* [Task objective] Whatever the records hold, copy it exactly and completely.

[Dataset entries]
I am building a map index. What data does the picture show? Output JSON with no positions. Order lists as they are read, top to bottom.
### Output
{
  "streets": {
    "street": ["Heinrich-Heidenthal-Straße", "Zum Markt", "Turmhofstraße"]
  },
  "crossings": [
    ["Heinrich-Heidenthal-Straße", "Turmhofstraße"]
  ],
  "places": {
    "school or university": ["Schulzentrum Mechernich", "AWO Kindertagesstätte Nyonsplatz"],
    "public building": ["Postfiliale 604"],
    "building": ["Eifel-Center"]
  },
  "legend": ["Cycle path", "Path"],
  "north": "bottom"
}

* [Task output]
I am building a map index. What data does the picture show? Output JSON with no positions. Order lists as they are read, top to bottom.
### Output
{
  "streets": {
    "street": ["Heinrich-Heidenthal-Straße", "Zum Markt", "Turmhofstraße"]
  },
  "crossings": [
    ["Heinrich-Heidenthal-Straße", "Turmhofstraße"]
  ],
  "places": {
    "school or university": ["Schulzentrum Mechernich", "AWO Kindertagesstätte Nyonsplatz"],
    "public building": ["Postfiliale 604"],
    "building": ["Eifel-Center"]
  },
  "legend": ["Cycle path", "Path"],
  "north": "bottom"
}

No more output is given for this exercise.